■ Problem statement
Make an exact copy of the records, omitting all images.
----- Extracted data
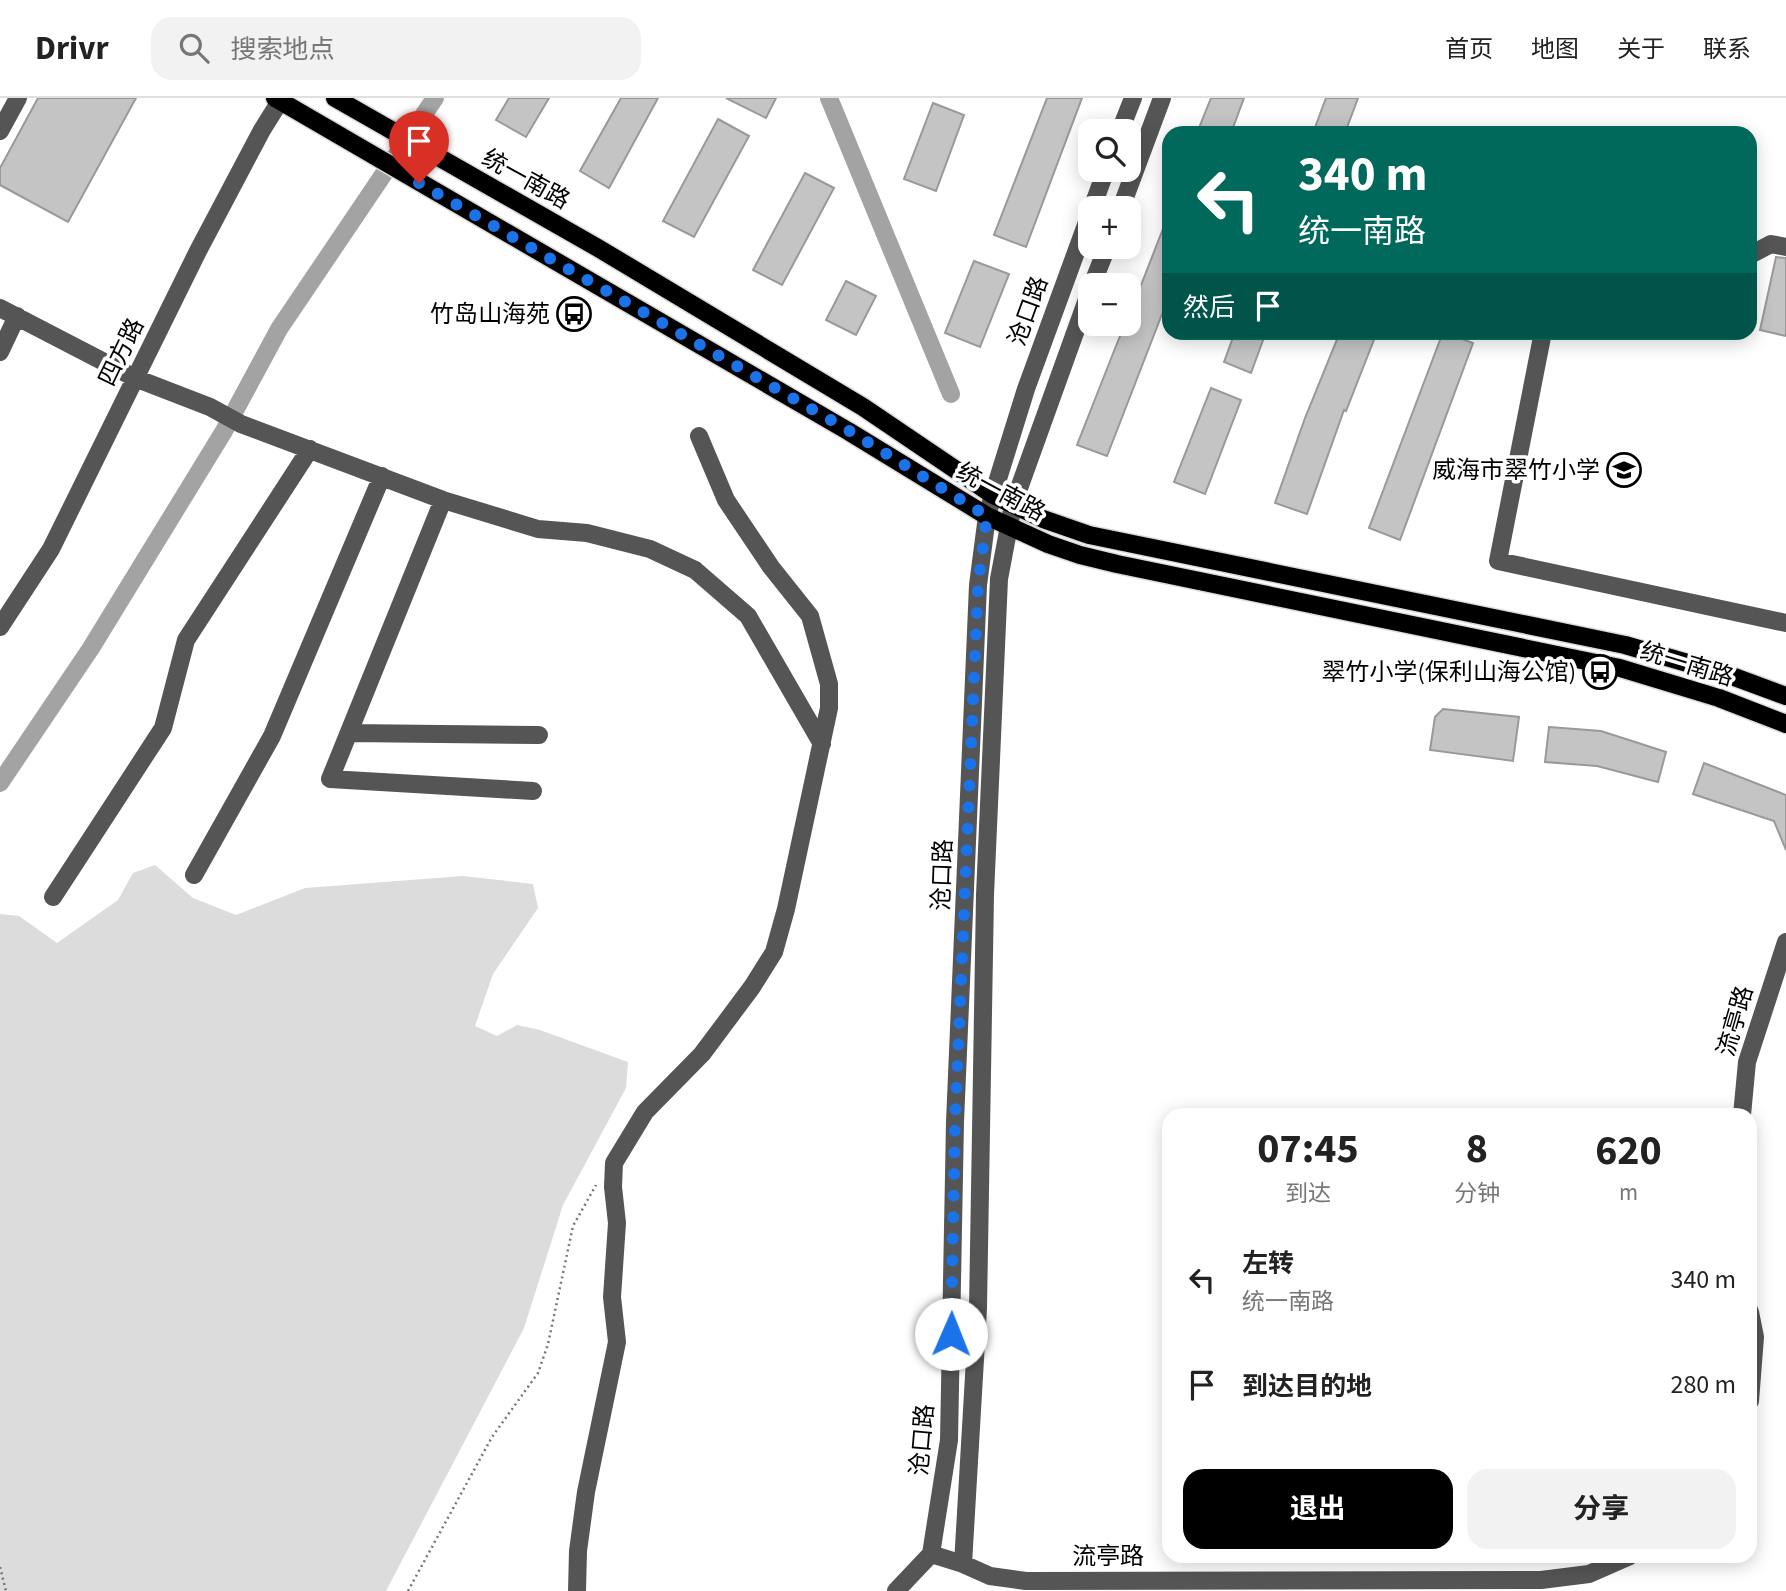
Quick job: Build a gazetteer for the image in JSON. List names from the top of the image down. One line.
{"streets":{"main road":["统一南路"],"street":["沧口路","四方路","流亭路"]},"crossings":[["统一南路","沧口路"],["统一南路","四方路"],["沧口路","流亭路"]],"places":{"bus stop":["竹岛山海苑","翠竹小学(保利山海公馆)"],"school or university":["威海市翠竹小学"]},"page":{"header":"Drivr","search":"搜索地点","nav":["首页","地图","关于","联系"],"map_buttons":["+","−"],"turn":["340 m","统一南路"],"then":"然后","eta":["07:45","到达","8","分钟","620","m"],"list":[{"name":"左转","note":"统一南路","value":"340 m"},{"name":"到达目的地","value":"280 m"}],"buttons":["退出","分享"]}}
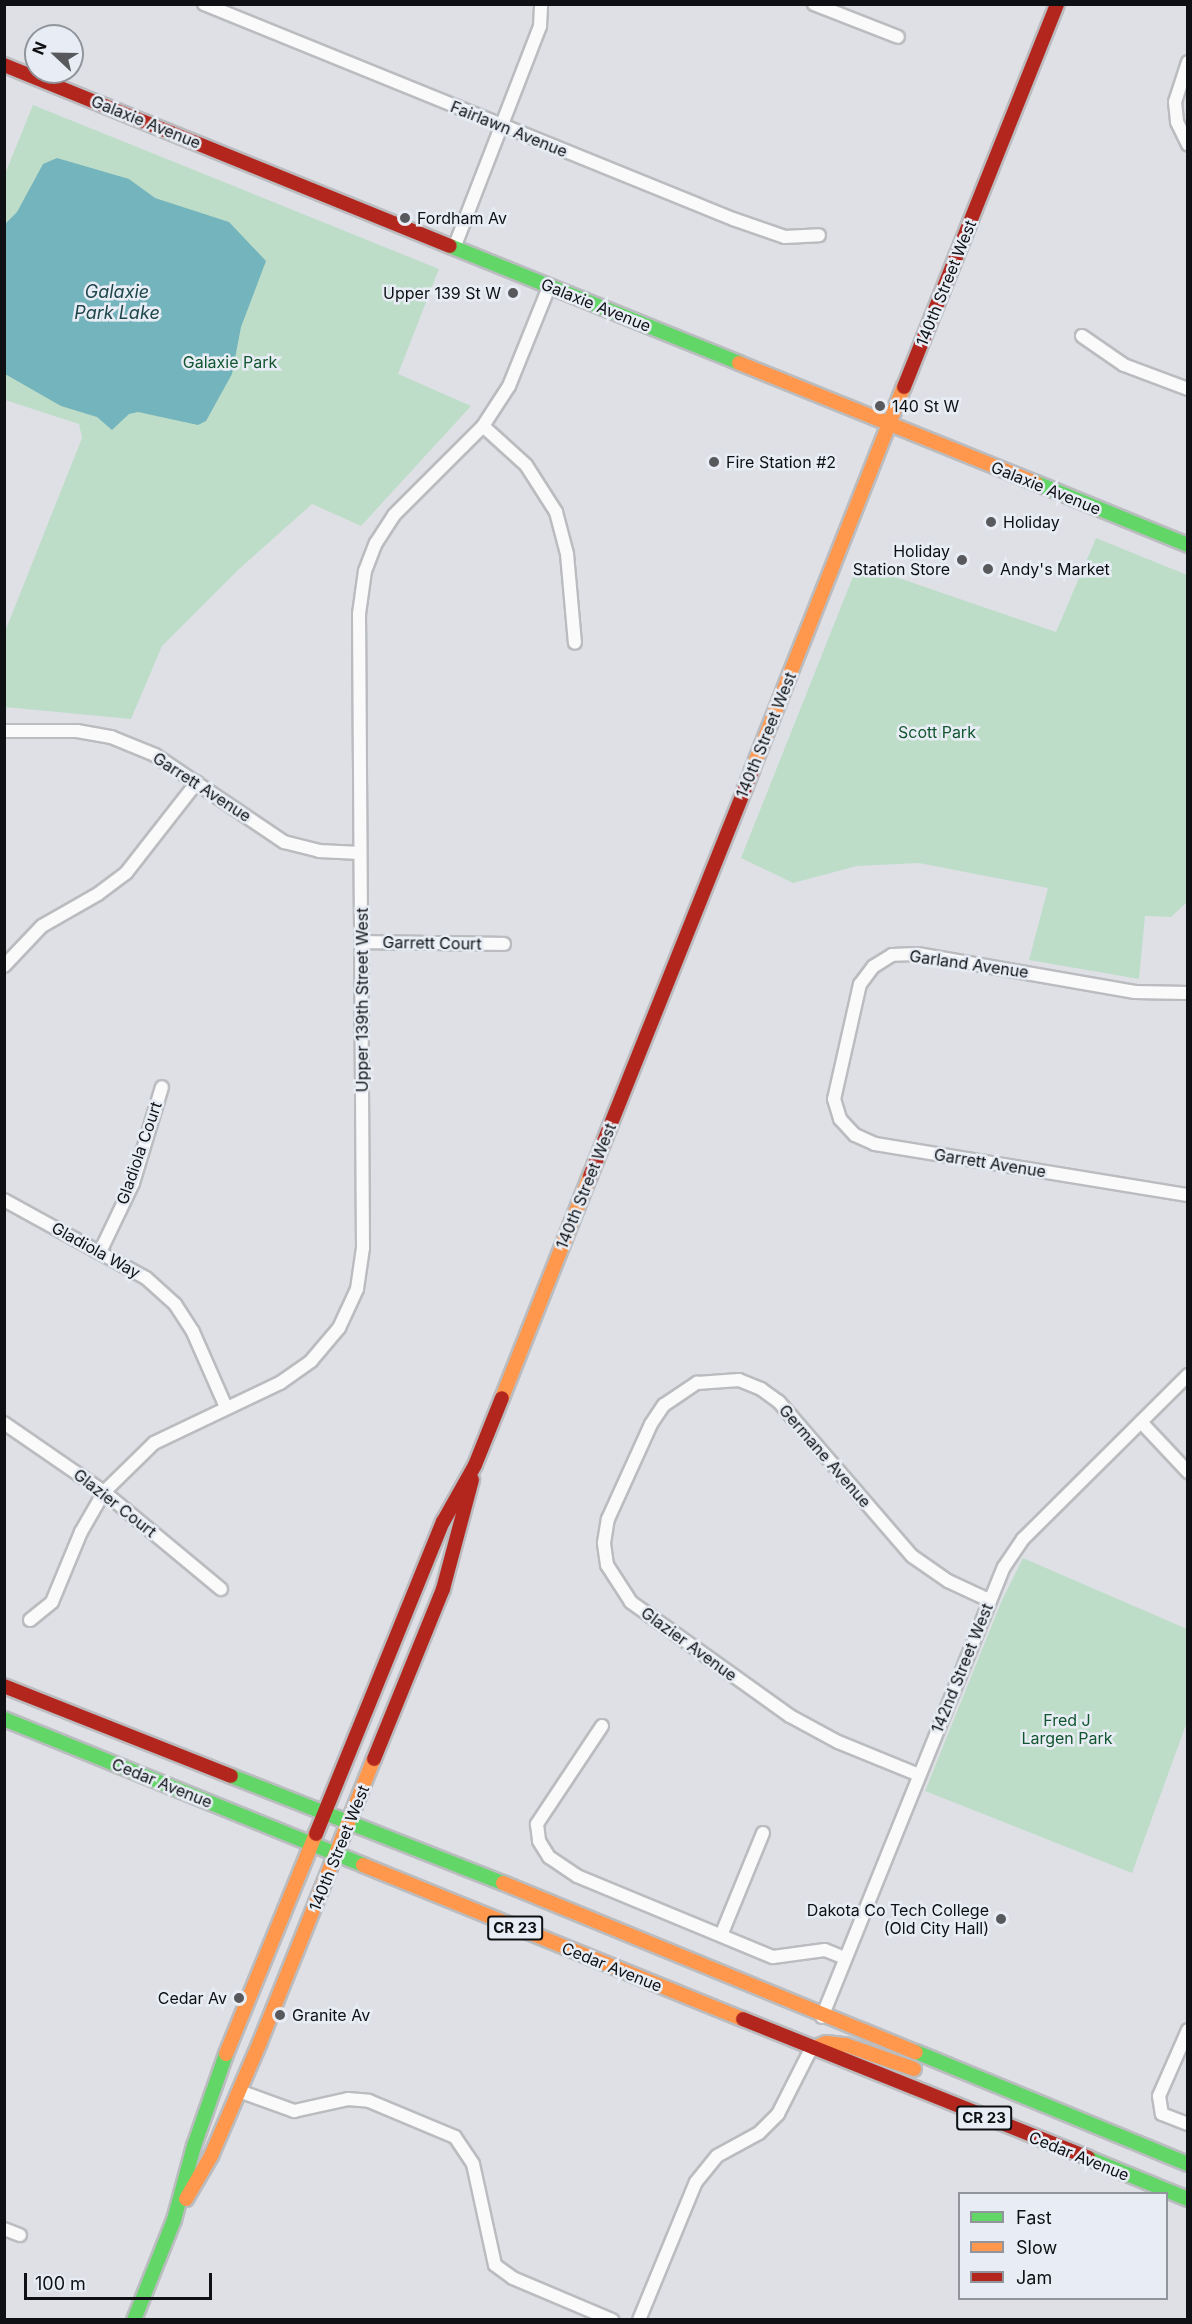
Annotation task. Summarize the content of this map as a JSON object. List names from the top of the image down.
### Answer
{
  "streets": {
    "main road": [
      "Galaxie Avenue",
      "140th Street West",
      "Cedar Avenue",
      "CR 23"
    ],
    "street": [
      "Fairlawn Avenue",
      "Garrett Avenue",
      "Garrett Court",
      "Garland Avenue",
      "Upper 139th Street West",
      "Gladiola Court",
      "Gladiola Way",
      "Germane Avenue",
      "Glazier Court",
      "Glazier Avenue",
      "142nd Street West"
    ]
  },
  "crossings": [
    ["Galaxie Avenue", "140th Street West"],
    ["Galaxie Avenue", "Upper 139th Street West"],
    ["140th Street West", "Cedar Avenue"],
    ["Garrett Avenue", "Garland Avenue"],
    ["Garrett Avenue", "Upper 139th Street West"],
    ["Garrett Court", "Upper 139th Street West"],
    ["Upper 139th Street West", "Gladiola Way"],
    ["Upper 139th Street West", "Glazier Court"],
    ["Gladiola Court", "Gladiola Way"],
    ["Germane Avenue", "Glazier Avenue"],
    ["Germane Avenue", "142nd Street West"],
    ["Glazier Avenue", "142nd Street West"],
    ["142nd Street West", "Cedar Avenue"]
  ],
  "water": ["Galaxie Park Lake"],
  "parks": ["Galaxie Park", "Scott Park", "Fred J Largen Park"],
  "places": [
    "Fordham Av",
    "Upper 139 St W",
    "140 St W",
    "Fire Station #2",
    "Holiday",
    "Holiday Station Store",
    "Andy's Market",
    "Dakota Co Tech College (Old City Hall)",
    "Cedar Av",
    "Granite Av"
  ],
  "legend": ["Fast", "Slow", "Jam"],
  "scale_bar": "100 m",
  "north": "left"
}
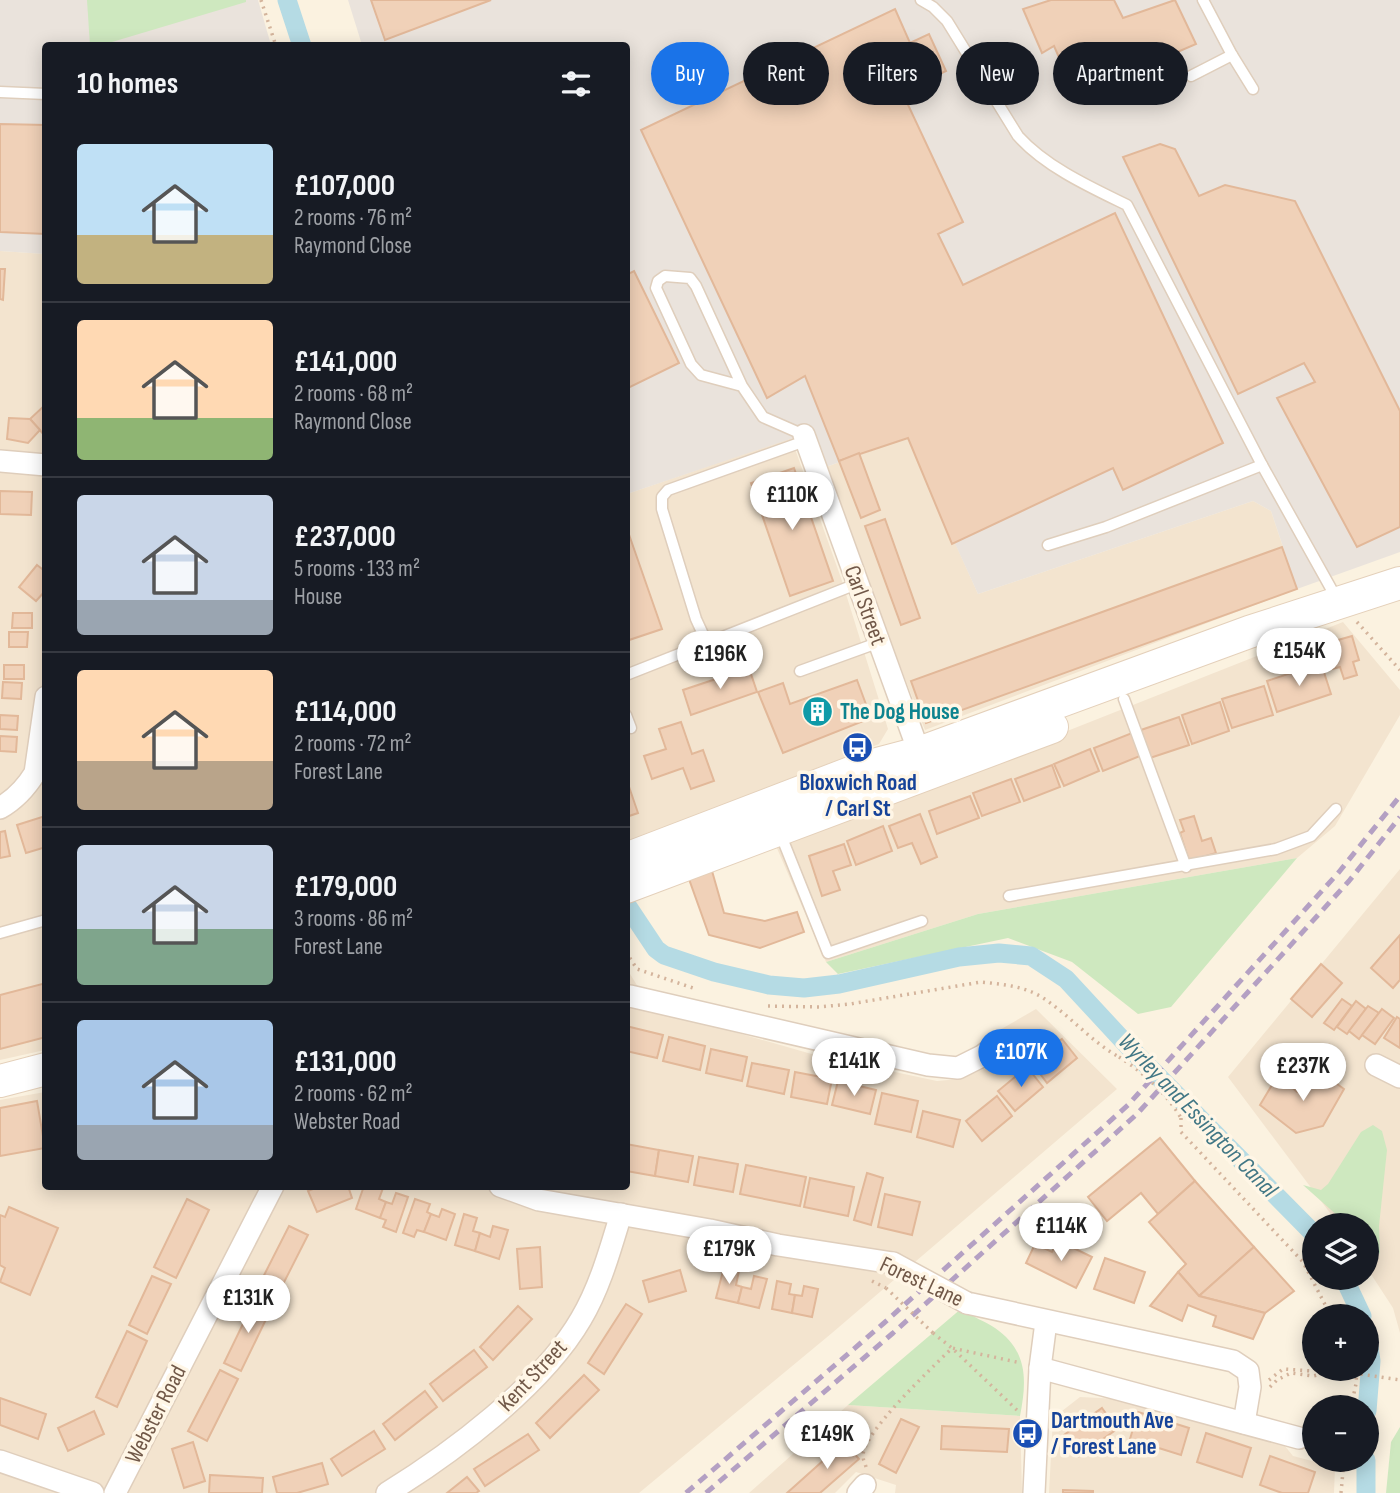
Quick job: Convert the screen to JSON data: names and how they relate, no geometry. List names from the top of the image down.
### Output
{
  "streets": {
    "street": [
      "Carl Street",
      "Forest Lane",
      "Kent Street",
      "Webster Road"
    ]
  },
  "crossings": [
    ["Forest Lane", "Kent Street"]
  ],
  "water": ["Wyrley and Essington Canal"],
  "places": {
    "building": ["The Dog House"],
    "bus stop": ["Bloxwich Road / Carl St", "Dartmouth Ave / Forest Lane"]
  },
  "page": {
    "chip": [
      "Buy",
      "Rent",
      "Filters",
      "New",
      "Apartment"
    ],
    "heading": "10 homes",
    "list": [
      {
        "name": "£107,000",
        "note": "2 rooms · 76 m² · Raymond Close"
      },
      {
        "name": "£141,000",
        "note": "2 rooms · 68 m² · Raymond Close"
      },
      {
        "name": "£237,000",
        "note": "5 rooms · 133 m² · House"
      },
      {
        "name": "£114,000",
        "note": "2 rooms · 72 m² · Forest Lane"
      },
      {
        "name": "£179,000",
        "note": "3 rooms · 86 m² · Forest Lane"
      },
      {
        "name": "£131,000",
        "note": "2 rooms · 62 m² · Webster Road"
      }
    ],
    "price": [
      "£110K",
      "£154K",
      "£196K",
      "£107K",
      "£141K",
      "£237K",
      "£114K",
      "£179K",
      "£131K",
      "£149K"
    ],
    "map_buttons": ["+", "−"]
  }
}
----------
■ Response to the task
Quick job: Build a gazetteer for the image in JSON. List names from the top of the image down. One line.
{"streets":{"main road":["统一南路"],"street":["沧口路","四方路","流亭路"]},"crossings":[["统一南路","沧口路"],["统一南路","四方路"],["沧口路","流亭路"]],"places":{"bus stop":["竹岛山海苑","翠竹小学(保利山海公馆)"],"school or university":["威海市翠竹小学"]},"page":{"header":"Drivr","search":"搜索地点","nav":["首页","地图","关于","联系"],"map_buttons":["+","−"],"turn":["340 m","统一南路"],"then":"然后","eta":["07:45","到达","8","分钟","620","m"],"list":[{"name":"左转","note":"统一南路","value":"340 m"},{"name":"到达目的地","value":"280 m"}],"buttons":["退出","分享"]}}
Annotation task. Summarize the content of this map as a JSON object. List names from the top of the image down.
### Answer
{
  "streets": {
    "main road": [
      "Galaxie Avenue",
      "140th Street West",
      "Cedar Avenue",
      "CR 23"
    ],
    "street": [
      "Fairlawn Avenue",
      "Garrett Avenue",
      "Garrett Court",
      "Garland Avenue",
      "Upper 139th Street West",
      "Gladiola Court",
      "Gladiola Way",
      "Germane Avenue",
      "Glazier Court",
      "Glazier Avenue",
      "142nd Street West"
    ]
  },
  "crossings": [
    ["Galaxie Avenue", "140th Street West"],
    ["Galaxie Avenue", "Upper 139th Street West"],
    ["140th Street West", "Cedar Avenue"],
    ["Garrett Avenue", "Garland Avenue"],
    ["Garrett Avenue", "Upper 139th Street West"],
    ["Garrett Court", "Upper 139th Street West"],
    ["Upper 139th Street West", "Gladiola Way"],
    ["Upper 139th Street West", "Glazier Court"],
    ["Gladiola Court", "Gladiola Way"],
    ["Germane Avenue", "Glazier Avenue"],
    ["Germane Avenue", "142nd Street West"],
    ["Glazier Avenue", "142nd Street West"],
    ["142nd Street West", "Cedar Avenue"]
  ],
  "water": ["Galaxie Park Lake"],
  "parks": ["Galaxie Park", "Scott Park", "Fred J Largen Park"],
  "places": [
    "Fordham Av",
    "Upper 139 St W",
    "140 St W",
    "Fire Station #2",
    "Holiday",
    "Holiday Station Store",
    "Andy's Market",
    "Dakota Co Tech College (Old City Hall)",
    "Cedar Av",
    "Granite Av"
  ],
  "legend": ["Fast", "Slow", "Jam"],
  "scale_bar": "100 m",
  "north": "left"
}
Quick job: Convert the screen to JSON data: names and how they relate, no geometry. List names from the top of the image down.
### Output
{
  "streets": {
    "street": [
      "Carl Street",
      "Forest Lane",
      "Kent Street",
      "Webster Road"
    ]
  },
  "crossings": [
    ["Forest Lane", "Kent Street"]
  ],
  "water": ["Wyrley and Essington Canal"],
  "places": {
    "building": ["The Dog House"],
    "bus stop": ["Bloxwich Road / Carl St", "Dartmouth Ave / Forest Lane"]
  },
  "page": {
    "chip": [
      "Buy",
      "Rent",
      "Filters",
      "New",
      "Apartment"
    ],
    "heading": "10 homes",
    "list": [
      {
        "name": "£107,000",
        "note": "2 rooms · 76 m² · Raymond Close"
      },
      {
        "name": "£141,000",
        "note": "2 rooms · 68 m² · Raymond Close"
      },
      {
        "name": "£237,000",
        "note": "5 rooms · 133 m² · House"
      },
      {
        "name": "£114,000",
        "note": "2 rooms · 72 m² · Forest Lane"
      },
      {
        "name": "£179,000",
        "note": "3 rooms · 86 m² · Forest Lane"
      },
      {
        "name": "£131,000",
        "note": "2 rooms · 62 m² · Webster Road"
      }
    ],
    "price": [
      "£110K",
      "£154K",
      "£196K",
      "£107K",
      "£141K",
      "£237K",
      "£114K",
      "£179K",
      "£131K",
      "£149K"
    ],
    "map_buttons": ["+", "−"]
  }
}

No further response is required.